» Work request
Your answer should be the lines of the listing that contain the word "labels".

+ + + + + + +

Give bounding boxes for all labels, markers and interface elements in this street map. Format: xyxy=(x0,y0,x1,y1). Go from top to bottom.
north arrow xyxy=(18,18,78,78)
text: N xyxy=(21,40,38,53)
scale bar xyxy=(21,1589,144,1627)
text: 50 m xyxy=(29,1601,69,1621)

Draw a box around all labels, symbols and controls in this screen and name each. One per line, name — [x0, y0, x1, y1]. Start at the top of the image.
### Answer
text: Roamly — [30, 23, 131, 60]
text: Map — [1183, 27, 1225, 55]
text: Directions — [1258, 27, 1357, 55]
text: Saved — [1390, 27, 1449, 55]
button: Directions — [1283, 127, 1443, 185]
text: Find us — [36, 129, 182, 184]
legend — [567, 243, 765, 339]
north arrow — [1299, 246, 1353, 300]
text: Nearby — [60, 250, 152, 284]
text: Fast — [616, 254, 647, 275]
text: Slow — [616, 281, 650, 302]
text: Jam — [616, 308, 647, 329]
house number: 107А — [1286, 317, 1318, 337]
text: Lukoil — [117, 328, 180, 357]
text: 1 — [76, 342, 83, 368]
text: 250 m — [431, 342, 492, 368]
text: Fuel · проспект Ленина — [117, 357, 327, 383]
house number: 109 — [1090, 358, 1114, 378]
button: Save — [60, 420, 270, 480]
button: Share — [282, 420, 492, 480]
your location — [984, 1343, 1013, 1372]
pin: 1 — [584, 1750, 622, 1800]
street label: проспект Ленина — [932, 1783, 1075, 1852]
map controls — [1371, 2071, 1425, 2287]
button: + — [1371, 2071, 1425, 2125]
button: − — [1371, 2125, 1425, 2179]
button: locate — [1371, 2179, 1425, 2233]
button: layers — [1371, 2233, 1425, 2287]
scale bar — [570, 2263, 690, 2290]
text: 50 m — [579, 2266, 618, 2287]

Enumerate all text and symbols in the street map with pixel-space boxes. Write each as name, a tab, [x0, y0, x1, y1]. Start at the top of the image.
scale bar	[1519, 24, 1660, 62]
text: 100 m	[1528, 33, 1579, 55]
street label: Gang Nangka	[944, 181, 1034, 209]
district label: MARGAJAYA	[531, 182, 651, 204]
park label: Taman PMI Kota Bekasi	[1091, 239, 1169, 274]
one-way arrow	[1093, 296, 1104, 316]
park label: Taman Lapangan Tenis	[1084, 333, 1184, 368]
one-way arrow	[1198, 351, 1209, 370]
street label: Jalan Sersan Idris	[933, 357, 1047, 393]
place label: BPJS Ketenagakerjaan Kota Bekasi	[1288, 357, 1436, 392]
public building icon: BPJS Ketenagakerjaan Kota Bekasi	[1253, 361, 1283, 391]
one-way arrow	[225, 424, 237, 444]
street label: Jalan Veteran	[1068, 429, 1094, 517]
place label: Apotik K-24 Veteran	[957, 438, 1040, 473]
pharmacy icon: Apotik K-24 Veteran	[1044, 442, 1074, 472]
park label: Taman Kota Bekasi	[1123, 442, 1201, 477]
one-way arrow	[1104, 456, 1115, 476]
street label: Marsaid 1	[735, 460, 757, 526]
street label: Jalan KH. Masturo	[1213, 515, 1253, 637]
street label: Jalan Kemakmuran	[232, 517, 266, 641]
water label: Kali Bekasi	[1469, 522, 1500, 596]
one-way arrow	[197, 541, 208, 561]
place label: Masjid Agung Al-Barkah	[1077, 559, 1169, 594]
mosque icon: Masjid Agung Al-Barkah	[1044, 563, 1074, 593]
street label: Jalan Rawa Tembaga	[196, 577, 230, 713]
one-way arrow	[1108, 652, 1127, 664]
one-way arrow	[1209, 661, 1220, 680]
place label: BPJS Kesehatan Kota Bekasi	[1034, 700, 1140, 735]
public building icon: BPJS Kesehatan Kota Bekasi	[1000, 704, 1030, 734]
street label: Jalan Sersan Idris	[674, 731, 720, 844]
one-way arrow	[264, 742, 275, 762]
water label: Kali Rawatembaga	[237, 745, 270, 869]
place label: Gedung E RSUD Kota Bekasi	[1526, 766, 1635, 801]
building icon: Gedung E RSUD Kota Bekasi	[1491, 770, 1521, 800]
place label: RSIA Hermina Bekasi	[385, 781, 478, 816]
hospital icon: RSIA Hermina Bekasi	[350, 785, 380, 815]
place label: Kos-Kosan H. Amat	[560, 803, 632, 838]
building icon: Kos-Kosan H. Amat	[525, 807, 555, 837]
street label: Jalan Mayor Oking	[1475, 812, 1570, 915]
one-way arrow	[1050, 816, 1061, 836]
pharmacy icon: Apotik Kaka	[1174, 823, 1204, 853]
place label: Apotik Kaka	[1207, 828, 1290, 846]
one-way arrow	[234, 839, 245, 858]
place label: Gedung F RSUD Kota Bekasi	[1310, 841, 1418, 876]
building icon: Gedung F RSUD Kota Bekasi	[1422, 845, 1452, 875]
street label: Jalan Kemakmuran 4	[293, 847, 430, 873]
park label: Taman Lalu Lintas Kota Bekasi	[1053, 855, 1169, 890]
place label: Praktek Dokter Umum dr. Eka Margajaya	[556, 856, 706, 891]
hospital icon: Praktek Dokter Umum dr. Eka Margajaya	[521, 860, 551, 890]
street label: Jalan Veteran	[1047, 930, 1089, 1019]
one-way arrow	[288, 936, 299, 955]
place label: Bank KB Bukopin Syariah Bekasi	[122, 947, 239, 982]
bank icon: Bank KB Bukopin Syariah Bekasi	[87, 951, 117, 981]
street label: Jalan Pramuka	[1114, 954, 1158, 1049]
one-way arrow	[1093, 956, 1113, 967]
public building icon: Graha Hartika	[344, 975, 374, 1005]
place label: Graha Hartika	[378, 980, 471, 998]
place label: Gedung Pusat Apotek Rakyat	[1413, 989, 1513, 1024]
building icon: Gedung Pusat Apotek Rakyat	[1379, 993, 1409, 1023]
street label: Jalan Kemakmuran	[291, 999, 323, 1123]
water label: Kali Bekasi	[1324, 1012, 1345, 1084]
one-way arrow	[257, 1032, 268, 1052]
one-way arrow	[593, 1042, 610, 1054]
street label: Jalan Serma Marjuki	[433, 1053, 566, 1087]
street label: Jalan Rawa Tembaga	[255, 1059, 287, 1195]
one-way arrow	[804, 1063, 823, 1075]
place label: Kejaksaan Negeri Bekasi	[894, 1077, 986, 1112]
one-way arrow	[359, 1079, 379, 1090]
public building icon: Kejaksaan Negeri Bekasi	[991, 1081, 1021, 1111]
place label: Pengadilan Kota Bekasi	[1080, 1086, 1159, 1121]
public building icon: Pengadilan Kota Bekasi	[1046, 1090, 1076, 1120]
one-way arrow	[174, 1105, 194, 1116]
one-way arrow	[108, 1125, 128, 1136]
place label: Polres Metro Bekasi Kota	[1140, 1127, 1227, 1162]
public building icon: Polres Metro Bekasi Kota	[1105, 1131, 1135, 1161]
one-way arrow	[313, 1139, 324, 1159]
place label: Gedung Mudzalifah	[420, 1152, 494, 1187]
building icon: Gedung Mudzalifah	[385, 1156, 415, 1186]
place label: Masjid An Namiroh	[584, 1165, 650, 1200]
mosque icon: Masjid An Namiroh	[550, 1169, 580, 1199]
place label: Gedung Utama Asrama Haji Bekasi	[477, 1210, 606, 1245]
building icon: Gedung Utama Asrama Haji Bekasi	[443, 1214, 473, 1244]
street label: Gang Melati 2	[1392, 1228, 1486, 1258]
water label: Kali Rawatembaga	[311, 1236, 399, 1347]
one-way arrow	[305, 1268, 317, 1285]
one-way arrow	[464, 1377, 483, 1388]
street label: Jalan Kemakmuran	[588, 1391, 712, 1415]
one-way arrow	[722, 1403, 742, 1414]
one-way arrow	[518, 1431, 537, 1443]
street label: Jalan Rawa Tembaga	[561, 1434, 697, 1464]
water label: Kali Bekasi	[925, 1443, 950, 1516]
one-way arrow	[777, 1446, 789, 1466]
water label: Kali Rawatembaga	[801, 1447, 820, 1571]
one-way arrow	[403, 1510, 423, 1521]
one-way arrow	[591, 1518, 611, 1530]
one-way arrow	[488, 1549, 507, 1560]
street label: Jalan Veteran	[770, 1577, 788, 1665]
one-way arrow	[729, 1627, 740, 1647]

+ + + + + + +

» Exercise output
Give bounding boxes for all labels, markers and interface elements in this street map. Format: xyxy=(x0,y0,x1,y1). Go from top to bottom.
Draw a box around all labels, symbols and controls in this screen and name each. One per line, name — [x0, y0, x1, y1]. Start at the top of the image.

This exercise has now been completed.